VPC Peering

VPC peering allows your Databricks clusters to connect to your other AWS infrastructure (RDS, Redshift, Kafka, Cassandra, and so on) using private IP addresses within the internal AWS network. In order to establish a peering connection, both the Databricks VPC and the VPC hosting your other infrastructure must exist in the same AWS region.

The VPC hosting the other infrastructure must have a CIDR range distinct from the Databricks VPC and any other CIDR range included as a destination in the Databricks VPC main route table. If you have a conflict, you can contact Databricks support to inquire about moving your Databricks VPC to a new CIDR range of your choice. You can view this by searching for the Databricks VPC in your AWS Console, clicking on the main route table associated with it, and then examining the Route Tables tab. Here is an example of a main route table for a Databricks deployment that is already peered with several other VPCs:

Databricks VPC Route Table

For information on VPC peering, see the AWS VPC Peering guide.
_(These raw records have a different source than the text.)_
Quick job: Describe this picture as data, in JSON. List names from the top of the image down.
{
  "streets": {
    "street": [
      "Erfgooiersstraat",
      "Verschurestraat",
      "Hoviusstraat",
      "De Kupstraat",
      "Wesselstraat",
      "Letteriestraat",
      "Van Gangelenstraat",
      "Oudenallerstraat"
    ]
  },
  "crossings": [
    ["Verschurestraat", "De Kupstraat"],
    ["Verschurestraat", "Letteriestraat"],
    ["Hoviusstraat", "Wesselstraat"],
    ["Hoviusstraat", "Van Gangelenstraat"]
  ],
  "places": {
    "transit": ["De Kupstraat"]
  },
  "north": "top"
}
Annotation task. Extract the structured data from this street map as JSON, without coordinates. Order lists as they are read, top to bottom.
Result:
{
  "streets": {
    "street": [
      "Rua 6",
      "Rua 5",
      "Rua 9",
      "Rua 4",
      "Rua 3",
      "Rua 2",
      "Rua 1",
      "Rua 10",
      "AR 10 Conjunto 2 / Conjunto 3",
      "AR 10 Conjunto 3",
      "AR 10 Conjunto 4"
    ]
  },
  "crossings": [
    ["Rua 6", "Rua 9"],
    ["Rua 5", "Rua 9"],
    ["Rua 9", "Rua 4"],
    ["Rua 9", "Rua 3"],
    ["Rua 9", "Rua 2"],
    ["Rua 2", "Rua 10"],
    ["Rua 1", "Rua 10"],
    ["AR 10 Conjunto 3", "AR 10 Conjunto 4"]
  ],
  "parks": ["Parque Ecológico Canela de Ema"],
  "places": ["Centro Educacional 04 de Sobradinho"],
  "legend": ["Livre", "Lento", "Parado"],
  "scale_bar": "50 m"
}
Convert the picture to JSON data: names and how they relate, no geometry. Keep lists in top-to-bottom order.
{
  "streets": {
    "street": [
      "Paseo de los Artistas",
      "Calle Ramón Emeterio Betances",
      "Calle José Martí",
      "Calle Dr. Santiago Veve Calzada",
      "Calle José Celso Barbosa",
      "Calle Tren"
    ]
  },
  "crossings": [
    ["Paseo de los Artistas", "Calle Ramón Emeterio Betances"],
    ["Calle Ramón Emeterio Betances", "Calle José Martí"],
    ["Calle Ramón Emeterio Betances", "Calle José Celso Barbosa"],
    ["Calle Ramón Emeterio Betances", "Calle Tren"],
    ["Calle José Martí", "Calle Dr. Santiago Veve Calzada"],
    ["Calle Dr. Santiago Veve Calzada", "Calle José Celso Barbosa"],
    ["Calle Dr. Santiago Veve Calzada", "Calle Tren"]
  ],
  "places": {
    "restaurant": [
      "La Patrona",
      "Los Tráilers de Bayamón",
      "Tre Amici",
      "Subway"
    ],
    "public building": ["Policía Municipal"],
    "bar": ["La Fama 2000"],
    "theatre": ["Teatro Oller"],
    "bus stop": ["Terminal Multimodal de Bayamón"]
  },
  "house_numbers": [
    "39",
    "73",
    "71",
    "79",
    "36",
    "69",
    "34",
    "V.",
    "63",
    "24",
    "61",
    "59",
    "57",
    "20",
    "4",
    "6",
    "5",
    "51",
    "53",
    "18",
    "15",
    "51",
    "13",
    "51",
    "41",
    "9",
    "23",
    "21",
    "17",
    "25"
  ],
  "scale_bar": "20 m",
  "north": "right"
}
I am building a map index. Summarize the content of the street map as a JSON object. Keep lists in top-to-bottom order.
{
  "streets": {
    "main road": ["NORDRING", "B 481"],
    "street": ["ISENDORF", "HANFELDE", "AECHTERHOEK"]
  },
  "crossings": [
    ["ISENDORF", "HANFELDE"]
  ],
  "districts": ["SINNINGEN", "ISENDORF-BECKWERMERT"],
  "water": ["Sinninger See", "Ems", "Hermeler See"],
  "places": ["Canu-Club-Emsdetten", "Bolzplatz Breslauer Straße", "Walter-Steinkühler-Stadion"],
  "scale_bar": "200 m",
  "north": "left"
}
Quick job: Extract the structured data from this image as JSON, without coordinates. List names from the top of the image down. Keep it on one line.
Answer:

This guide walks you through an example of peering an AWS Aurora RDS to your Databricks VPC using the AWS Console. If you prefer a programmatic solution, go to Programmatic VPC peering for a notebook that performs all of the steps for you. Finally, there is a troubleshooting section for common problems and resolutions.

Important

Consult your AWS/devops team before trying to set up VPC peering. Some familiarity with AWS as well as sufficient permissions will ensure this process goes smoothly. The notebook can help you make this transition, however depending on your environment it is important to ensure to make the necessary modifications to ensure there is no impact to the your existing infrastructure.

AWS Console example

The following diagram illustrates all of the different components that are involved in peering your Databricks deployment to your other AWS infrastructure. In the example, Databricks is deployed in one AWS account and the Aurora RDS is deployed into another. A peering connection is established to link the two VPCs across both AWS accounts.

VPC Peering Connection Across AWS Accounts

As you move through this process within your own AWS Console, it helps to keep a table of information to refer back to. Record the following:

  1. ID and CIDR Range of your Databricks VPC.
  2. ID and CIDR Range of your other infrastructure (Aurora RDS).
  3. ID of the main route table of your Databricks VPC.
AWS Service Name ID CIDR Range
VPC Databricks VPC vpc-dbcb3fbc 10.126.0.0/16
VPC Aurora RDS VPC vpc-7b52471c 172.78.0.0/16
Route Table Databricks Main Route Table rtb-3775c750  

Step 1: Create a peering connection

  1. Navigate to the VPC Dashboard.

  2. Select Peering Connections.

  3. Click Create Peering Connection

  4. Set the VPC Requester to the Databricks VPC ID.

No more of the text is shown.